1.2.3 Organic Enrichment Treatments
Introducing organic supplements to agricultural land that is over and above the carbon input resulting from the rotation cycle of crops grown on the land does act to increase the resulting carbon stored in a soil. The simplest way to achieve this is to extensively mulch land with composts and manures. In some developing countries and communities, manure/dung is dried and combusted as low-grade domestic and communal fuel, rather returned to the land. Composted municipal waste and sewage sludges are also applied as organic supplements to farmland at agricultural scales. These can introduce harmful chemicals, such as heavy metals, into soils, so their compositions have to be carefully monitored. Such treatments can also have negative impacts on the biodiversity of both flora and fauna supported by the land if applied inappropriately. Arable farmland generally responds well to such supplements, but grasslands growing on poor soils can be damaged by them [30, 31].
1.2.4 Tilled and Ploughed Agricultural Land
Whereas tilling prepares land for cultivation by mixing particles as a till is dragged through a soil ploughing tends to fragment clumps of soil and bury weeds and crop residues by penetrating deeper into the soil layers. Both activities are generally referred to as tillage. These activities typically result in higher carbon losses from cultivated soils than undisturbed grassland or forest soils, which typically possess the lower levels of carbon in their undisturbed condition. Deforestation of land to create new land for cultivation often leads to their soils being rapidly degraded in carbon and certain mineral components by groundwater leaching and enhanced microbial metabolism that increases the rate of soil respiration. Increased soil oxygen levels and changes in their temperature and humidity by tillage disruption are typically the causes of enhanced carbon losses from soils, both in the form of CO2 to the atmosphere and as leached organic compounds deeper into the subsurface [32]. Replacing ploughing with less disruptive tilling using shallow-tine equipment can reduce carbon losses from a soil substantially. Whereas ploughing can result in greater than 25% carbon loss, replacing it with shallow tilling can result in just 5% or 6% carbon loss [33]. Soil carbon content can be reduced rapidly the introduction of arable cultivation techniques involving some level of tillage. Buhre et al. (2005) [34] recorded carbon losses of up to 11% from soils subjected to just one cultivation cycle.

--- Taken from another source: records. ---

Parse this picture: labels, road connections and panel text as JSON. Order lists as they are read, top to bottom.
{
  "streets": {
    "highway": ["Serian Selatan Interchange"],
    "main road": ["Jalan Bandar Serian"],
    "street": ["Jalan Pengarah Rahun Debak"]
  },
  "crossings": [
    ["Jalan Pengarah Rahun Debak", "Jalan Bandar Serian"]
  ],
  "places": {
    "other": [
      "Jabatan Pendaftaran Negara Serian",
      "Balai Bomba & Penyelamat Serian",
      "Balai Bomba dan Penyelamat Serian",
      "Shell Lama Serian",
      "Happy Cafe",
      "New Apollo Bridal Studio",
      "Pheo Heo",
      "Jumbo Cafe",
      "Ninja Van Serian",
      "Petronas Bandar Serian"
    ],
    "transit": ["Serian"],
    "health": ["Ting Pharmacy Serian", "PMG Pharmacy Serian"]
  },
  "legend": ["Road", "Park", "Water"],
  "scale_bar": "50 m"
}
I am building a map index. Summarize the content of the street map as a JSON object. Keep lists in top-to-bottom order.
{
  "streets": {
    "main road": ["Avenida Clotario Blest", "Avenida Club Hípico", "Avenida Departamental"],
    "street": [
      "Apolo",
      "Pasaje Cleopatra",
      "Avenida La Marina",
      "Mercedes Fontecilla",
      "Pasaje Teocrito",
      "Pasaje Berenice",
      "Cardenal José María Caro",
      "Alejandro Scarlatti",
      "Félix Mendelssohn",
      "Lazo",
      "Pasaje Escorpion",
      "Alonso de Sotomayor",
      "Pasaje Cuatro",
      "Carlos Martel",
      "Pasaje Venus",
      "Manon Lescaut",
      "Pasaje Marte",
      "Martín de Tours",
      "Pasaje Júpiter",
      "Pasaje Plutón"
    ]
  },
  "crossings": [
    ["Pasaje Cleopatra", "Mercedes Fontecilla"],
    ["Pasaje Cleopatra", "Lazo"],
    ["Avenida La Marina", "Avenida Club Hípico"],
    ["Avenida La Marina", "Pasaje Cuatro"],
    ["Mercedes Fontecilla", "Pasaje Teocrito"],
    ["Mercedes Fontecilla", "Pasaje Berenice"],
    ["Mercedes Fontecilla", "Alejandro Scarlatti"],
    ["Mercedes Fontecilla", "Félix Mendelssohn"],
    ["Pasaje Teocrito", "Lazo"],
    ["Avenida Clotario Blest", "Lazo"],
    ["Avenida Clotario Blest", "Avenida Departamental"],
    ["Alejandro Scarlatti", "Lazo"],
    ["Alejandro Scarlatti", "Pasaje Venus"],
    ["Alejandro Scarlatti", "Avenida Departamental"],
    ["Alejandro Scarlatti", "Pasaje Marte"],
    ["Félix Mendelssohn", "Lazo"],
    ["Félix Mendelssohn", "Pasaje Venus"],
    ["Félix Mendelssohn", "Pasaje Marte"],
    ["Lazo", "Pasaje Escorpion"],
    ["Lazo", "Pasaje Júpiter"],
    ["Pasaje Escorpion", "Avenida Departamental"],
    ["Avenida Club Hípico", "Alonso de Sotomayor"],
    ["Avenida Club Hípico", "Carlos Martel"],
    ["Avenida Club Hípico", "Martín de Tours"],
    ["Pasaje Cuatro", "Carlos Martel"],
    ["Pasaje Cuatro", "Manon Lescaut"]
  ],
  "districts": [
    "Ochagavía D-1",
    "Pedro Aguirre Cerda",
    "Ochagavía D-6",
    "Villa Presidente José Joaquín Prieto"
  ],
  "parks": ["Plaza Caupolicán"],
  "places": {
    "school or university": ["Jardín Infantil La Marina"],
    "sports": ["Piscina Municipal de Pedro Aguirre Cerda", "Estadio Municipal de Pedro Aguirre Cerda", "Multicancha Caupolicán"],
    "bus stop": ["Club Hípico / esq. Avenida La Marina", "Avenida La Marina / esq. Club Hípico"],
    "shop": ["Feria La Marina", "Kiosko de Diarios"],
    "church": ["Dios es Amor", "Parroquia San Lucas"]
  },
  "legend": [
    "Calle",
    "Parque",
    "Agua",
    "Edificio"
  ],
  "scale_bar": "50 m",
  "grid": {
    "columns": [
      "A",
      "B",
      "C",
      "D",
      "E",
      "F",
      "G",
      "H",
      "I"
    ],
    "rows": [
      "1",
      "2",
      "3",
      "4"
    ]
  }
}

1.2.5 Pasture Managed for Livestock Grazing
Grasslands are typically able to sustain higher soil carbon contents than soils of arable land not treated with organic supplements. Moreover, best practices in grazing land management can improve the organic density of grass sward, that is, the surface soil layer constituted by a mass of grasses and their roots. This, in turn, may increase soil carbon levels by greater than 1.0 t C ha−1 a−1 [13, 28]. However, poor grassland management, which tends to be the norm in deforested areas, associated with over-grazing with livestock exacerbates carbon loss, soil erosion, and reductions in biodiversity at the macro and micro levels.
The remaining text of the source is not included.